En 2016, trois pays d’Amérique latine votent pour l’élection présidentielle (le Pérou, la République dominicaine et le Nicaragua), et quatre (le Brésil, le Mexique, le Venezuela et le Chili) pour des élections nationales. Après une année 2015 marquée par des changements (au Guatemala, en Argentine et au Venezuela), la grande inconnue est de savoir si cette nouvelle dynamique va se confirmer dans l’année qui vient.
Par ailleurs, Evo Morales, président de la Bolivie se confronte en février à un référendum, pour que soit ratifiée la réforme constitutionnelle qui lui permettrait de se représenter en 2019. En République dominicaine, on prévoit la continuité plutôt que le changement, le président actuel, Danilo Medina, étant largement favori. Le sondage de l’institut Cies, par exemple, lui octroie 49 % d’intentions de vote. Au Nicaragua, le canal interocéanique, la stabilité économique, les investissements chinois, et le parti sandiniste que dirige Daniel Ortega, placent le président actuel en grand favori, et il ne devrait pas y avoir de changement non plus. Le Pérou est le seul pays où un changement est attendu, son parti au pouvoir n’ayant aucune chance d’atteindre le second tour, et les favoris sont les opposants Keiko Fujimori et Pedro Pablo Kuczynski. À vrai dire, le changement dans ce cas exprime une certaine forme de continuité puisque, depuis la chute d’Alberto Fujimori en 2000, aucun parti au pouvoir n’a réussi à se faire réélire, ce qui va se confirmer en 2016. En fait, l’année 2015 ressemble à un îlot de changement dans un océan de continuité.

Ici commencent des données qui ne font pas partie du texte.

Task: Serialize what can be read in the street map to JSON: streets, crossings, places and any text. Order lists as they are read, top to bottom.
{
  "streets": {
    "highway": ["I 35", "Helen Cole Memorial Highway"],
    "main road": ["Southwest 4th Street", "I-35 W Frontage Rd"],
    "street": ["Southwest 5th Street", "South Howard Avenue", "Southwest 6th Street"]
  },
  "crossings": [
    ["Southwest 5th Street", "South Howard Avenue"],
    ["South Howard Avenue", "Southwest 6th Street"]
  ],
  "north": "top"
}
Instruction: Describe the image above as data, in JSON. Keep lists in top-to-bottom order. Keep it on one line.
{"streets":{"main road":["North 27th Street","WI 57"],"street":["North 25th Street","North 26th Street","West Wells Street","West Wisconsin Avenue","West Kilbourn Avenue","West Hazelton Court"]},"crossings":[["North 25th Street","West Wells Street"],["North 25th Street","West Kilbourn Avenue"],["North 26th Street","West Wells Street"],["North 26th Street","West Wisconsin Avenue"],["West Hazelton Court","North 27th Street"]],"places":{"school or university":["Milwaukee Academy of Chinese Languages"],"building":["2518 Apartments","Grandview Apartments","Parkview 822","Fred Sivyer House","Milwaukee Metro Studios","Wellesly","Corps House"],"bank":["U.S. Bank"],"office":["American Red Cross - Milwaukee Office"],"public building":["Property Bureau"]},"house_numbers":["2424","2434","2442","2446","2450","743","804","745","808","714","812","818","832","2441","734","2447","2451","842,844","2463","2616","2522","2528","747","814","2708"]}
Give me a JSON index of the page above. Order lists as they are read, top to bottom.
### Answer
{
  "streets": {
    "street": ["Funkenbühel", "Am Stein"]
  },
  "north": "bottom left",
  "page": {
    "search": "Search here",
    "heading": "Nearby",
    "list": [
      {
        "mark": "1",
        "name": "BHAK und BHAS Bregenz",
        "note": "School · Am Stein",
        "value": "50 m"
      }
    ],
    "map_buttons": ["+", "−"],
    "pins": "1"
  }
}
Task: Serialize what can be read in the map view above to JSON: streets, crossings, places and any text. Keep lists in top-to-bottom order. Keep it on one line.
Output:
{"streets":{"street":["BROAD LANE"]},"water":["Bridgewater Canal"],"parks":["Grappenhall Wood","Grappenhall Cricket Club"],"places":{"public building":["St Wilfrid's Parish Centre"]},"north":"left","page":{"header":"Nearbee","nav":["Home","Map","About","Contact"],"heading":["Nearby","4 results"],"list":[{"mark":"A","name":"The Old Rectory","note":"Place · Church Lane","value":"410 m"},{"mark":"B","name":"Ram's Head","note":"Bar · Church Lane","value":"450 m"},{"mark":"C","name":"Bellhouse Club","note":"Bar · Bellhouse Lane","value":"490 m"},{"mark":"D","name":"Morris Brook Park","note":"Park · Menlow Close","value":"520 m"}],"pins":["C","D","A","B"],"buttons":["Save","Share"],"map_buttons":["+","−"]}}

En 2014, il y a eu des élections au Brésil, en Colombie, au Salvador et au Costa Rica. L’opposition n’a gagné qu’au Costa Rica, avec Luis Guillermo Solís. Cela n’a pas été le cas au Brésil, où Dilma Rousseff (PT, Parti des Travailleurs) a été réélue, ni en Uruguay avec la victoire du parti le Front Large de Tabaré Vázquez, ni au Salvador avec le FMLN (Front Farabundo Martí de Libération Nationale) de Salvador Sánchez Cerén, ni en Colombie, qui a reconduit Juan Manuel Santos.
Élection présidentielle au Pérou (Avril 2016)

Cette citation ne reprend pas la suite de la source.